Cooper's monograph is predominately interested in medieval artisans, how they formed artisan culture and were appropriated in late medieval texts as both positive figures of social order and possible sources of malcontent. Coopers text provides an interesting look into labor, focusing on the laborers themselves, and does so from a different perspective than many studies on guilds and guild culture have taken. As I read for my exams, it seems more and more that current critical work is focusing on a multi-layered approach, such as John Watts' call to move away from grand narratives of history and to focus on the varied sources of influence on any given time, place, or social strata in late medieval Europe. Accordingly, Cooper considers multiple perspectives of medieval artisans and their cultural cache, looking at the historical reality of medieval artisans, texts on those artisans, the ideological concept of the artisan in late medieval Europe, and the concern that artisans could represent to medieval audiences. The above image, for example, demonstrates Cooper's point, as she argues that at first glance the artisan appears to be a positive figure proudly building, but the text following shows that this craftsman is literally building upon a foundation of sand and thus represents an immoral (and irreligious) life.

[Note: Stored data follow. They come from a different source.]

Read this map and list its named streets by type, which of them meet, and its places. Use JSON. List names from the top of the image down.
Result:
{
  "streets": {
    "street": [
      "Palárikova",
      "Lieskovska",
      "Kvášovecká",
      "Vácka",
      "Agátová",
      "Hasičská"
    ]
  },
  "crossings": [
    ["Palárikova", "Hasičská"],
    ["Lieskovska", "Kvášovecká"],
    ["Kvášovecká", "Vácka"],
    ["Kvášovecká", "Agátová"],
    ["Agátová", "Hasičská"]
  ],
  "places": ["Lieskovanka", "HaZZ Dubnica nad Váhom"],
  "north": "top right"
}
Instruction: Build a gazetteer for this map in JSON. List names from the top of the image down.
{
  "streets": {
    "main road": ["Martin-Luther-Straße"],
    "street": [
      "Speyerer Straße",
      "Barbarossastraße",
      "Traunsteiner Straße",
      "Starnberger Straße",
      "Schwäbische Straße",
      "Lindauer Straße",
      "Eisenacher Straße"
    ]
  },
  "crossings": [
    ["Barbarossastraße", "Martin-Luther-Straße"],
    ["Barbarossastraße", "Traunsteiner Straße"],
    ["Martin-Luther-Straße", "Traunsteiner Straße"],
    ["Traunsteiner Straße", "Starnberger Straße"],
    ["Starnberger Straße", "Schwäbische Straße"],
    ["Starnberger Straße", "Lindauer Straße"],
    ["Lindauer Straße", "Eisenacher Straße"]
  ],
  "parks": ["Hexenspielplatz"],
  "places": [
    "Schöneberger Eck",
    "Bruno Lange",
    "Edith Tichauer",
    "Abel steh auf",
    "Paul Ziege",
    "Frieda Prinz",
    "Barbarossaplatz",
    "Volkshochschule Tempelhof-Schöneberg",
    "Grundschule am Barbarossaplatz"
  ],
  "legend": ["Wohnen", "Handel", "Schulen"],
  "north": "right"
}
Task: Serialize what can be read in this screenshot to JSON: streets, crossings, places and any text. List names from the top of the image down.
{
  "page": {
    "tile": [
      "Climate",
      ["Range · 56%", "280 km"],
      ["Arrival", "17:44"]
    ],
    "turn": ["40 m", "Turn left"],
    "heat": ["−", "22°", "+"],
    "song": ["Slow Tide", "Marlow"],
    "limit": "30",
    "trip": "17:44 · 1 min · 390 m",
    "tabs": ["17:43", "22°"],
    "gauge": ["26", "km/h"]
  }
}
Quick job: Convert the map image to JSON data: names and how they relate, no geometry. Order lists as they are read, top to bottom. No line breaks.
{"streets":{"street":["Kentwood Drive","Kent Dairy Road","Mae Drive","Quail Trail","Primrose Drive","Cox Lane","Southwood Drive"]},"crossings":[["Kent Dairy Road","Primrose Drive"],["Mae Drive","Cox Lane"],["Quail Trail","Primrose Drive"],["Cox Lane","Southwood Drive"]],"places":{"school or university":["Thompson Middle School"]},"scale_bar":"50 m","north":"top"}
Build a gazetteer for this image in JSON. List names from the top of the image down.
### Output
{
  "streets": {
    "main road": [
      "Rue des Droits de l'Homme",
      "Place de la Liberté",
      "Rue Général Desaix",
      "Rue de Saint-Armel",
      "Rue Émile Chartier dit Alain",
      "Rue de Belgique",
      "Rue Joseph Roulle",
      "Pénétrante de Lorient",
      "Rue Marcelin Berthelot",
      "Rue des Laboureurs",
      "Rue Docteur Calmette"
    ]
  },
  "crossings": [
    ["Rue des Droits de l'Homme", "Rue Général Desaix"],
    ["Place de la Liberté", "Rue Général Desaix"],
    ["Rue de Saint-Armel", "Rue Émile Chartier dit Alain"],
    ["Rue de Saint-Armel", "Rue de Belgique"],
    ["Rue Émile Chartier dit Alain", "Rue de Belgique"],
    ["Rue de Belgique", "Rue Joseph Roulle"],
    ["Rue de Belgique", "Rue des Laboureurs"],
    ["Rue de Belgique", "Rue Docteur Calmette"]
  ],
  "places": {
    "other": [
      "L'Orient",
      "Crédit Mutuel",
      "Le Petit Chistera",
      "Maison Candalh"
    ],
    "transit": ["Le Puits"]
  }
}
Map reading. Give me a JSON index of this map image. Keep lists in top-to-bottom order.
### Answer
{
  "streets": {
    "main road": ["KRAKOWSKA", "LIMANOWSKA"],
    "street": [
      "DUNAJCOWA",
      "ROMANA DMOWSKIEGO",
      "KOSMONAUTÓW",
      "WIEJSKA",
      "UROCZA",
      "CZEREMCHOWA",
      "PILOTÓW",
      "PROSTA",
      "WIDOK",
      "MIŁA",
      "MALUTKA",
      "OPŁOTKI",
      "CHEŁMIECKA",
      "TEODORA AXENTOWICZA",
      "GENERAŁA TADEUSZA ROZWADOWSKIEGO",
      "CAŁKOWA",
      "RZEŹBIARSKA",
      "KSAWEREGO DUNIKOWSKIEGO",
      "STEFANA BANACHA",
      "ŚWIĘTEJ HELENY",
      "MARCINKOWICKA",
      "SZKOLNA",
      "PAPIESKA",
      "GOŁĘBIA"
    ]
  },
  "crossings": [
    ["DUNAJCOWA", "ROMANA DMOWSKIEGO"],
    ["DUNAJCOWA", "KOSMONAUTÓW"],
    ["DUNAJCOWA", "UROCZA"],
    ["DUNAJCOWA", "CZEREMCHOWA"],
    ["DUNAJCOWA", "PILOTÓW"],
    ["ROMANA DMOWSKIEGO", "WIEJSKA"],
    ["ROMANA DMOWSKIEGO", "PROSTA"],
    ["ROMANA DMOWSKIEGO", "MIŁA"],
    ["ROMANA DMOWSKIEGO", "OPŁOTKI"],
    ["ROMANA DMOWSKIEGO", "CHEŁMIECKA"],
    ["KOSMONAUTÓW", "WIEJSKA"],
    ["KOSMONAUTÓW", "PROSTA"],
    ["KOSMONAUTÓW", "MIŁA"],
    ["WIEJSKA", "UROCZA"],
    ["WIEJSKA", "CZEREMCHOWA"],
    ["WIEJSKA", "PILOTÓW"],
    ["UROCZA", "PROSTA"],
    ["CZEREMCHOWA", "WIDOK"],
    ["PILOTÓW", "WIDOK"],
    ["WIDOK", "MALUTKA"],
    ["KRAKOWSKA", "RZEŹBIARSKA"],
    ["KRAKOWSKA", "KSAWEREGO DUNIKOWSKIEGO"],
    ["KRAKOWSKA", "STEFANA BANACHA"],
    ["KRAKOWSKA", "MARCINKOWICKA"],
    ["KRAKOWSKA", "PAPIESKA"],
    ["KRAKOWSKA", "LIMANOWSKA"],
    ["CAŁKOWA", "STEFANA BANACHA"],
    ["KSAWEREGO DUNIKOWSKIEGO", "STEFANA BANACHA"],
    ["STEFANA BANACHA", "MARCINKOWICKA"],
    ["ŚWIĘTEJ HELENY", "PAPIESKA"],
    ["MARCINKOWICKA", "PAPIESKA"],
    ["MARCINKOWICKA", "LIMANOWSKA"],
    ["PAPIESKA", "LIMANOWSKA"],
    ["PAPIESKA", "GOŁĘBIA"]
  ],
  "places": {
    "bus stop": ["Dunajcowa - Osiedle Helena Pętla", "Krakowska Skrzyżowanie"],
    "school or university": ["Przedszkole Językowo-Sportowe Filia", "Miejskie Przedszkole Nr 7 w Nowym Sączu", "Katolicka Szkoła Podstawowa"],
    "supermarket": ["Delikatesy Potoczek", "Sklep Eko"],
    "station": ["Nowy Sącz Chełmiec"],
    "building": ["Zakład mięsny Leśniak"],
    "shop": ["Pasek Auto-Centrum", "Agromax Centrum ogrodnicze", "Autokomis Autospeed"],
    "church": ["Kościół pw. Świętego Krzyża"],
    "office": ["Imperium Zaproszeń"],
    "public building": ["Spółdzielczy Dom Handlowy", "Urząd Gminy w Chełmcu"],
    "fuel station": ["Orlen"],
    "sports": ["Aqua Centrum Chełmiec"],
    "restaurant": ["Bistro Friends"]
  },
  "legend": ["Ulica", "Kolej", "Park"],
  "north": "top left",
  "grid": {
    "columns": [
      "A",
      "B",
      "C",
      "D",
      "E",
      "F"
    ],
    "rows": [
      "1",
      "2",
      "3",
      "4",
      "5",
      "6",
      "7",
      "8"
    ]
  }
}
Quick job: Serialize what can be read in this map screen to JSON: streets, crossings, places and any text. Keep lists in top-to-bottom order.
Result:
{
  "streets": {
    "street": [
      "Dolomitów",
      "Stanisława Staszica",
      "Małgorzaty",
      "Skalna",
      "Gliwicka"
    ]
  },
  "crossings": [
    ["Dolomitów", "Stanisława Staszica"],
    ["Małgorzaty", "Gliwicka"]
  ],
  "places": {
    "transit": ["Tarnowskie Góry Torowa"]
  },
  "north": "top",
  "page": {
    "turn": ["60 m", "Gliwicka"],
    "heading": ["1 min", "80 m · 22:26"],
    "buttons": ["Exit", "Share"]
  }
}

While my research interests definitely dip into labor, my reading up to this point has led me to be more familiar with mercantile culture. Cooper's discussion of the artisan bears a great deal of similarity with the development of the merchant in this period. Both the merchant and the artisan show growing economic power, social standing, and cultural importance in the Middle Ages. Furthermore, each demonstrates some social concerns over the growing importance of a continuously monetized and commercialized society. One primary difference perhaps lies with the merchants more negative image, especially closer to twelfth and thirteenth centuries, but both the merchant and the artisan represent a similar issue: a form of employment that, due to changes in population and commercialization, gains greater power to transgress social boundaries. It is of little wonder then that Cooper's first chapter in particular treats texts that deal with the intersection of the merchant and artisan, predominately in their marketplace interactions. In these texts, such as Caxton's Dialogues, Cooper discusses how the role of the merchant in moving the artisan's goods to market creates tension, yet even in buying from the artisan directly Caxton's text suggests tactics ranging from demeaning the quality of the artisan's work to ad hominem attacks in order to attain a good price for the goods in question.
I also found Cooper's second chapter of great interest, specifically in how she considers artisans as "not only makers of domestic space, but residents in it"(58, original emphasis). Often, previous critical attention on artisans has focused predominantly on guild construction and culture, possibly due in large part to the survival of several guild documents. Cooper makes the point, for example, that much previous critical work on artisans has focused on mystery play cycles due to the direct involvement of guilds in the production of the texts and performances alike. Instead of following this trend, Cooper, traces artisan culture through a number of texts, spending a fair amount of time on Chaucer's The Canterbury Tales. While Chaucer's texts have certainly met with their fair share of attention, Cooper uses the social cross section that the Tales provides to show the interaction between artisan cultures of various levels, even pushing to explore the gender dynamics contained therein. Cooper's text deserves more engaged treatment than is provided here, and I certainly find the voice that her text adds to the conversation of my exam reading valuable and pleasing.